There is something extra special about a home newborn session. Especially when it’s with a family you’ve photographed before.
I arrived at the Wertz home right at the tail end of our first snow of the year. The roads had cleared just enough to make it an easy drive, and I couldn’t help but smile pulling into their driveway. This was the second time I’d been invited into their home for a newborn session. The first was three years ago for Beau’s newborn photos. And now here we were again, welcoming sweet Owen Riley.
Full circle moments like that never get old.
Alina and Zach have created the most warm, inviting home filled with soft light, neutral tones, and the kind of calm that makes a home newborn session feel effortless. Beau stepped so naturally into his role as big brother. There’s something about watching your former newborn become the toddler gently peeking into the crib that hits you right in the heart.
But I want to talk about something else, too. Something that I think more moms need to normalize talking about.
The newborn stage is hard.
I know that’s not everyone’s opinion. Some people absolutely thrive in it. They function beautifully on 3–4 hours of broken sleep and somehow still glow. I envy those people. I personally need a solid eight hours of consecutive sleep. And as an Enneagram 3, I thrive on productivity. I love checking things off my list. Groceries done. Dishes washed. Dinner prepped. Success.
And then, you have a newborn.
Suddenly, there’s no predictable schedule. No guaranteed productivity. No consistent sleep. You’re living in what feels like a routine, but it’s a routine entirely centered around feeding, soothing, rocking, and repeating. And if you add in a newborn who isn’t particularly chill? The difficulty multiplies.
Alina and I have talked about this. We’re very similar in personality. We’re “get things done” people, and the newborn phase stretches us. That’s why I think it’s so important to say this out loud: if the newborn stage doesn’t feel dreamy and magical every second of the day, you are not broken.
Yes, there are beautiful snuggly moments. The tiny fingers. The sleepy stretches. The smell of their head. But you can be wildly in love with your baby and also very ready for longer sleep and more predictability. Both can be true at the same time.
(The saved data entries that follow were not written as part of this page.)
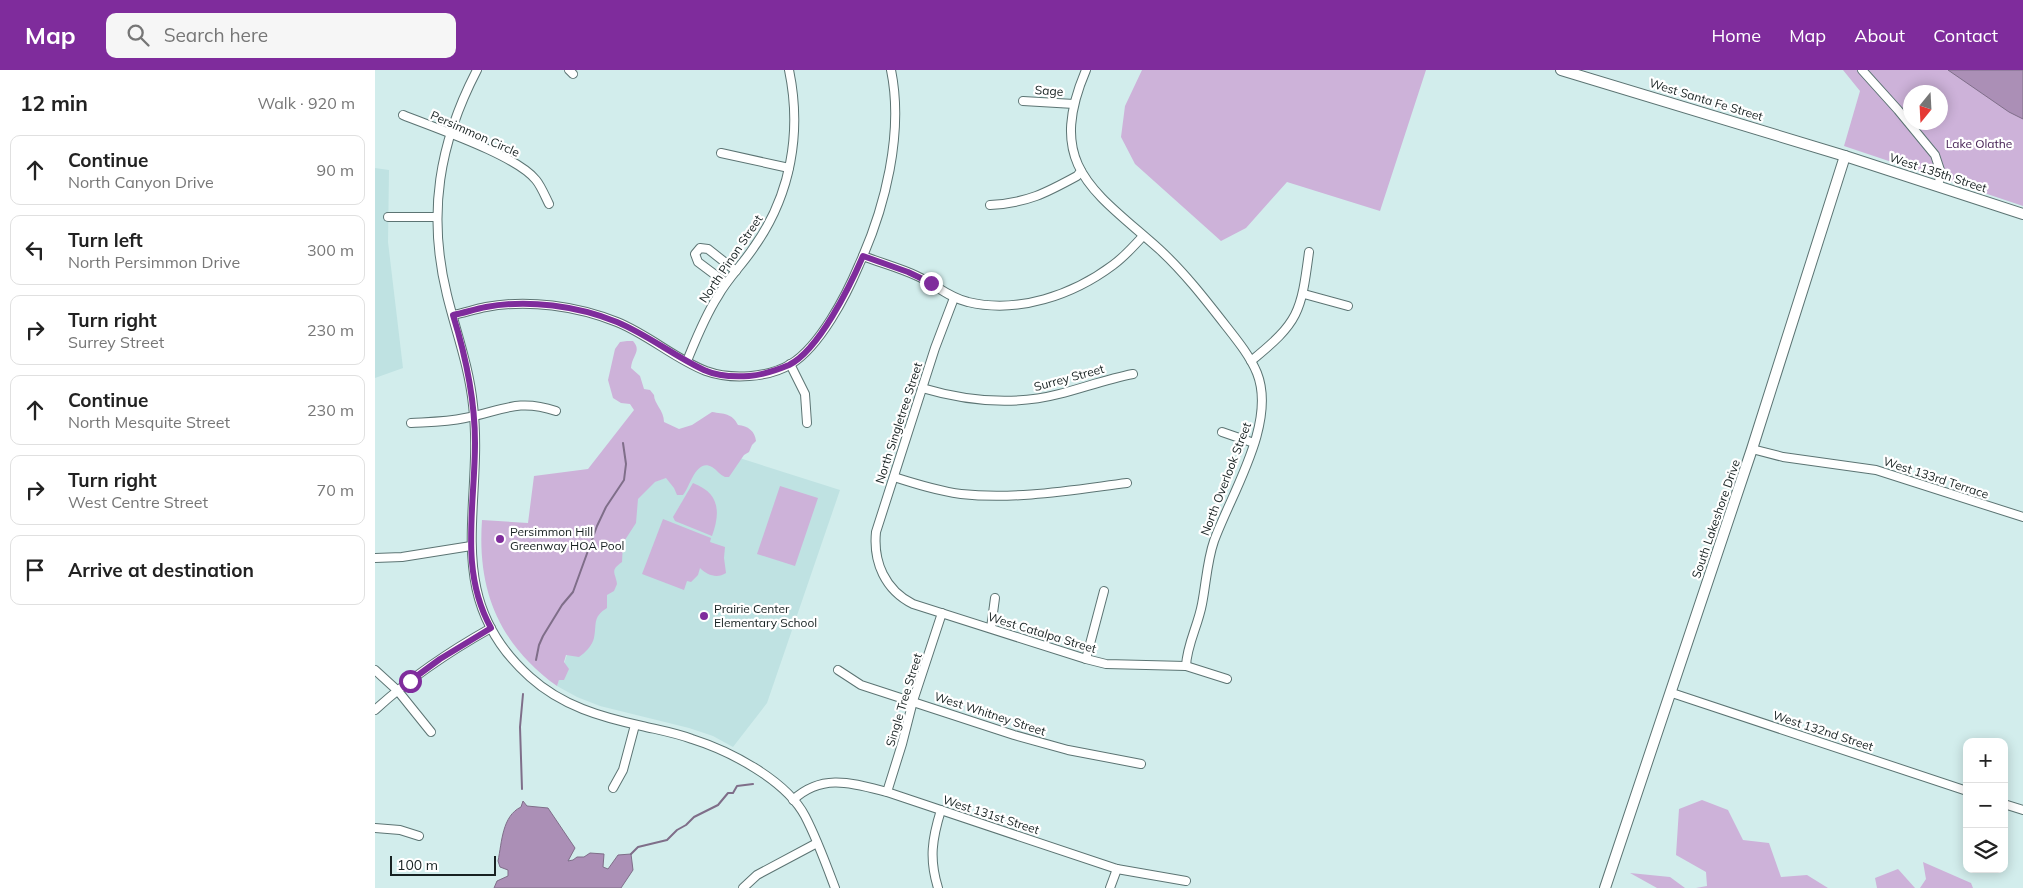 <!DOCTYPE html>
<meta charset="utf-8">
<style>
:root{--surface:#fff;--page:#f6f6f6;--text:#222;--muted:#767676;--line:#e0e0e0;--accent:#7f2c9c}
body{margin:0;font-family:Mulish,sans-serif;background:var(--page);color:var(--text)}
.controls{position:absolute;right:15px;bottom:15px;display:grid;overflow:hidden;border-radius:10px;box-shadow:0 2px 12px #0003}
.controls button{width:45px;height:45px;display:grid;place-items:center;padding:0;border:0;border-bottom:1px solid var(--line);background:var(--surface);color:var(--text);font:25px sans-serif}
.compass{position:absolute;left:1528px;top:15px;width:45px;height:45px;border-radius:50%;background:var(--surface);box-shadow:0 2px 12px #0003;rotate:198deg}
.scale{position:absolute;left:15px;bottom:12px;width:106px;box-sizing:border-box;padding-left:5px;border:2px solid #172121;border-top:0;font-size:14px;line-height:18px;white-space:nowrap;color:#172121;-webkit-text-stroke:4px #fff;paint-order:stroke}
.stop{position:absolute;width:15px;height:15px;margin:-11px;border:4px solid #7f2c9c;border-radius:50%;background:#fff}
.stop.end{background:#7f2c9c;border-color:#fff;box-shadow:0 1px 5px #0008}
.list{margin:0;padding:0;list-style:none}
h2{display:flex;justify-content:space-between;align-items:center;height:65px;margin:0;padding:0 20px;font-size:21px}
h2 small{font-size:16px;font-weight:400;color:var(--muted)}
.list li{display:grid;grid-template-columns:32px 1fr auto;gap:15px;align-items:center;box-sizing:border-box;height:70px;margin:0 10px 10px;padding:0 10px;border:1px solid var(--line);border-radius:10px}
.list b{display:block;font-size:19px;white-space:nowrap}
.list p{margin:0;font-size:16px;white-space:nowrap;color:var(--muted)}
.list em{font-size:16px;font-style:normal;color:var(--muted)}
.icon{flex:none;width:28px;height:28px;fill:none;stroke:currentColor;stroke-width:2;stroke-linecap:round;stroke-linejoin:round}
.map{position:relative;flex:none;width:1648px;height:818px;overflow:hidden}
header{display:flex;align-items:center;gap:30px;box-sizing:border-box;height:70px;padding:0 25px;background:var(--accent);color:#fff}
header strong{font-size:24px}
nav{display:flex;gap:28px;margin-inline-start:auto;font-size:18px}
.search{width:350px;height:45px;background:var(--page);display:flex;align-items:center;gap:12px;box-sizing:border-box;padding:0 18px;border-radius:10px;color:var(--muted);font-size:19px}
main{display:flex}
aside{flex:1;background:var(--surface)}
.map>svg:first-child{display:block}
.built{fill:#bfe2e2}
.green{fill:#cdb2d9;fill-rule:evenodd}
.water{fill:#ab8fb6;stroke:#7f6e89}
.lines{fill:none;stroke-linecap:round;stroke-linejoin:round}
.stream{stroke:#7f6e89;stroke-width:2}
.minor-casing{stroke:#5c7473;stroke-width:10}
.tertiary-casing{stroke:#5c7473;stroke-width:12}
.minor{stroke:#fff;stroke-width:8}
.tertiary{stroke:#fff;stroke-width:10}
.route{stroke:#7f2c9c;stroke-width:6}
.poi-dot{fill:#7f2c9c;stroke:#fff;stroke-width:2}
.labels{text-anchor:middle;stroke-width:4.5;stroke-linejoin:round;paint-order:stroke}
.street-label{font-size:12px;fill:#172121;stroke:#fff}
.park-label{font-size:12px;fill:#462254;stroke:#fff}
.poi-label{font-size:12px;fill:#172121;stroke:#fff;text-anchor:start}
</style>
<header>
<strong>Map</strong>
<div class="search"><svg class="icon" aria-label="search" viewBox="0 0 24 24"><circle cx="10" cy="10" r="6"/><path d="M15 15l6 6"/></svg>Search here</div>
<nav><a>Home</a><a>Map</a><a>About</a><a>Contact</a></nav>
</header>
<main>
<aside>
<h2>12 min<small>Walk · 920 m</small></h2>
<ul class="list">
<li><svg class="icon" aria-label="ahead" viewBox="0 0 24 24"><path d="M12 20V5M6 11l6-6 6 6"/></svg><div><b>Continue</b><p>North Canyon Drive</p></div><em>90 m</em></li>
<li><svg class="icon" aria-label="left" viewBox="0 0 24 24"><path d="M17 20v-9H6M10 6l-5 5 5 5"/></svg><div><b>Turn left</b><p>North Persimmon Drive</p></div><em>300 m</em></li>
<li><svg class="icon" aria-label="right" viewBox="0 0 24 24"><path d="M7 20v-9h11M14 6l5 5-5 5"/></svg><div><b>Turn right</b><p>Surrey Street</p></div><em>230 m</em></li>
<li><svg class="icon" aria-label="ahead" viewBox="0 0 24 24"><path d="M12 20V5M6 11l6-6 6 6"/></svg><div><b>Continue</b><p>North Mesquite Street</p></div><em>230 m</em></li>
<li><svg class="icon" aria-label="right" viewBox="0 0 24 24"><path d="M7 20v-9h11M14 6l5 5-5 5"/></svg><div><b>Turn right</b><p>West Centre Street</p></div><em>70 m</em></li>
<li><svg class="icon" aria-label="arrive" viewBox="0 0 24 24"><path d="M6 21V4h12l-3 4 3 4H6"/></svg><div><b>Arrive at destination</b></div></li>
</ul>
</aside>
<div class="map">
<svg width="1648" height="818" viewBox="0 0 1648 818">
<rect width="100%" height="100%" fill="#d2edec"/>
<g class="built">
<polygon points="0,98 14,100 13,172 28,298 0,308"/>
<polygon points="352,384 465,420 392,633 358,677 338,666 314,658 225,636 202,627 182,616 243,426"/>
</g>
<g class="green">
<polygon points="767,0 1051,0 1005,141 912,112 871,158 846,171 760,94 746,67 750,36"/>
<path d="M1468 0H1648V136L1469 76 1485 21ZM1536 22H1566V52H1536Z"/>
<path d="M252 271H258C267 281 257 285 256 298L265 306 269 319 275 320 279 325C279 334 289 340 289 352L304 359 317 355 337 342C349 344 357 343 363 355 373 356 380 361 381 371L377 375 374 382 369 385 354 407H350C345 405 342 400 337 397 321 388 315 417 308 425H302L299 418 291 408 280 412 263 429 261 453 248 473 247 492C234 501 241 503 242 514L239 521 232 525V538C217 547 222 555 219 568 217 576 210 583 204 587L191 585 189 592 194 599 189 610H184L182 616C124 574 102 521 107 450L153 453 159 406 213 399 259 340 255 334 246 333 238 328 233 310 240 279 245 272Z"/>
<path d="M318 413C344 423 346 441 337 466L300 451 298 447Z"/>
<polygon points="405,416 443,428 420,496 382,484"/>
<path d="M288 449 336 468 335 472 350 477 349 488 351 503C342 509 332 505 325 498L323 505 316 512 312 511 309 520 267 504Z"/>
<polygon points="1327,730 1353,740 1368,770 1394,773 1406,807 1432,805 1453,818 1321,818 1332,816 1331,802 1301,785 1304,739"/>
<polygon points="1548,792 1596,813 1598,818 1545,818 1551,809"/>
<polygon points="1523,799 1540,818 1502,818 1500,808"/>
<polygon points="1255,803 1295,807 1310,818 1282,818"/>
</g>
<g class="water">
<polygon points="1573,0 1648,0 1648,49 1634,42"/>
<path d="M148 731 152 736 173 738 200 778 193 791 198 790 202 787H209L215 783 229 784 228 797 233 799 243 785 256 784 258 800 246 818H119L122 811 133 806V800L125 797 123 791C127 772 127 746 146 737Z"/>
</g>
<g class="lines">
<g class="stream">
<polyline points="161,590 164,575 168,566 187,535 198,522 222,456 231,437 249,410 251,394 248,373"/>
<polyline points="147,719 145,657 148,624"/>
<polyline points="256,784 263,777 292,770 302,760 311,755 319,747 343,735 353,723 358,723 362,716 378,714"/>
</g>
<g class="minor-casing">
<g id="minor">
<path d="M102 0C64 73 52 144 72 225 81 262 94 296 98 335 110 436 64 526 155 607 187 636 226 647 267 656 284 660 301 663 317 669 355 681 411 710 430 746 442 769 451 794 460 818"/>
<polyline points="194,0 198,4"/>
<path d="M711 0C670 96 719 121 784 179 809 202 830 229 851 256 862 270 875 286 882 303 902 353 856 424 839 471 832 491 831 514 827 534 823 556 812 574 811 596"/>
<polyline points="1487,0 1523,40 1560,85 1566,103 1563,116"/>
<polyline points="648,31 699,34"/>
<path d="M28 45C60 58 141 85 161 110 166 116 170 126 174 134"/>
<polyline points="346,83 414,98"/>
<path d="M615 135C652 133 671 123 702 106L706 101"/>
<polyline points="13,147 62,147"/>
<path d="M488 186C506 193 525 198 542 206 560 214 574 228 593 232 643 244 698 225 738 195 749 187 759 176 768 166"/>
<polyline points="351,213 323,192 320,184 325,178 333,179 361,201"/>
<polyline points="929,224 973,236"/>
<path d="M579 228 560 278 501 462C498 492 510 520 538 534L711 589 731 594 811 596 852 609"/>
<path d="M78 245C89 243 100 239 111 237 153 229 202 236 242 252 274 265 300 289 331 301 356 310 393 308 416 294 445 276 471 226 484 195 510 138 529 63 516 0"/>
<path d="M312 291C321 269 330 246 343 226 353 208 368 194 379 177 416 125 427 62 414 0"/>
<path d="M876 291C924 252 926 243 934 182"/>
<polyline points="415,294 430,324 432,353"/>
<path d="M547 318C591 331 638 336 684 324 708 318 732 309 758 304"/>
<path d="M36 353C54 352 72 352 90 348 127 341 142 328 181 341"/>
<polyline points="847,362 879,373"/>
<polyline points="1377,379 1408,387 1501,400 1648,447"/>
<path d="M519 407C541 414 563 421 586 424 641 430 697 420 752 413"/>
<polyline points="0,488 27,487 96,476"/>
<polyline points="616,558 620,528"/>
<polyline points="711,589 729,521"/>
<polyline points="0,600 23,621 56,662"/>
<polyline points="463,600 486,615 639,665 693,680 766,694"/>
<polyline points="1297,623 1592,721"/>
<path d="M0 640C35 608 75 581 116 558"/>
<polyline points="238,718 248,700 260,655"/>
<polyline points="512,722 527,674 538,631 567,543"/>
<path d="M418 730C447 703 477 713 512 722L742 799 811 811"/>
<polyline points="1629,734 1648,740"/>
<polyline points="0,758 25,760 44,766"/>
<polyline points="368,818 382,805 442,773"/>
<path d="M563 818C554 789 557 769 566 740"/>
<polyline points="735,818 742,799"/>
</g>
</g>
<g class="tertiary-casing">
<g id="tertiary">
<polyline points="1186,0 1470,86 1648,144"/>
<polyline points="1230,818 1377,379 1470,86"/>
</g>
</g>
<use href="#minor" class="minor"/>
<use href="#tertiary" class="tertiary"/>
</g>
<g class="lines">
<path class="route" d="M35 611 65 589 116 558C84 501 100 436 100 373 100 329 91 287 78 245 89 243 100 239 111 237 153 229 203 236 242 252 273 265 299 286 329 300 342 306 359 307 374 306 387 305 402 300 414 295 444 280 475 216 488 186L533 202 556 213"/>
</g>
<g class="poi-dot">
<circle cx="125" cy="469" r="5"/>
<circle cx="329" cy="546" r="5"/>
</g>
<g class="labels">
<g class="street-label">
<text transform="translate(674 21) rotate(4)" y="4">Sage</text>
<text transform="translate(1331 30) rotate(17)" y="4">West Santa Fe Street</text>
<text transform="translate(100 64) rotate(24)" y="4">Persimmon Circle</text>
<text transform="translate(1563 103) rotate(18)" y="4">West 135th Street</text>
<text transform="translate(356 189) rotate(-56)" y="4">North Pinon Street</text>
<text transform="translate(694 308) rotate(-15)" y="4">Surrey Street</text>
<text transform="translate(524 353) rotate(-72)" y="4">North Singletree Street</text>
<text transform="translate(1561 408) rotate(18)" y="4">West 133rd Terrace</text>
<text transform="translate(851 409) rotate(-69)" y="4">North Overlook Street</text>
<text transform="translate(1341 449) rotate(-71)" y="4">South Lakeshore Drive</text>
<text transform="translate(667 563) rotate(17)" y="4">West Catalpa Street</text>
<text transform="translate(529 630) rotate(-73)" y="4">Single Tree Street</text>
<text transform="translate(615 644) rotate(18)" y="4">West Whitney Street</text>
<text transform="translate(1448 661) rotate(18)" y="4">West 132nd Street</text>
<text transform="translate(616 745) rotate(18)" y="4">West 131st Street</text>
</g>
<g class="park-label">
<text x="1604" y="78">Lake Olathe</text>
</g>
<g class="poi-label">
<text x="135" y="466">Persimmon Hill<tspan x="135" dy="14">Greenway HOA Pool</tspan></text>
<text x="339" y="543">Prairie Center<tspan x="339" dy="14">Elementary School</tspan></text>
</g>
</g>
</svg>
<div class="controls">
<button>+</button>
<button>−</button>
<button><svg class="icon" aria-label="layers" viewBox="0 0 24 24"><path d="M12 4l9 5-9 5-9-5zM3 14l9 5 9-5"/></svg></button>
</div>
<svg class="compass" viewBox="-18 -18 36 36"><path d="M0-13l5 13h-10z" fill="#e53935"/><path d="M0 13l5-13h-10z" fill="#767676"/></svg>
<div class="scale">100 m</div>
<div class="stop" style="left:35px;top:611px"></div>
<div class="stop end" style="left:556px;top:213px"></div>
</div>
</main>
That’s one of the reasons I love a lifestyle home newborn session. There’s no pressure to perform. No expectation that everything looks perfect. We document what is real. The soothing. The bed cuddles. The toddler interruptions. The way Zach looks at his boys. The way Alina holds Owen with both strength and tenderness.
Every age is a phase. You’ll love some phases more than others. But that doesn’t determine what kind of mother you are. It doesn’t determine how deeply you love your child.
I’m so thankful the Wertz family invited me back into their home to document Owen Riley’s first days. I’m thankful for their honesty. Their authenticity. The way they show up fully themselves.
You can adore your tiny human and be excited for the next phase all at the same time.
And that, my friends, is more than okay.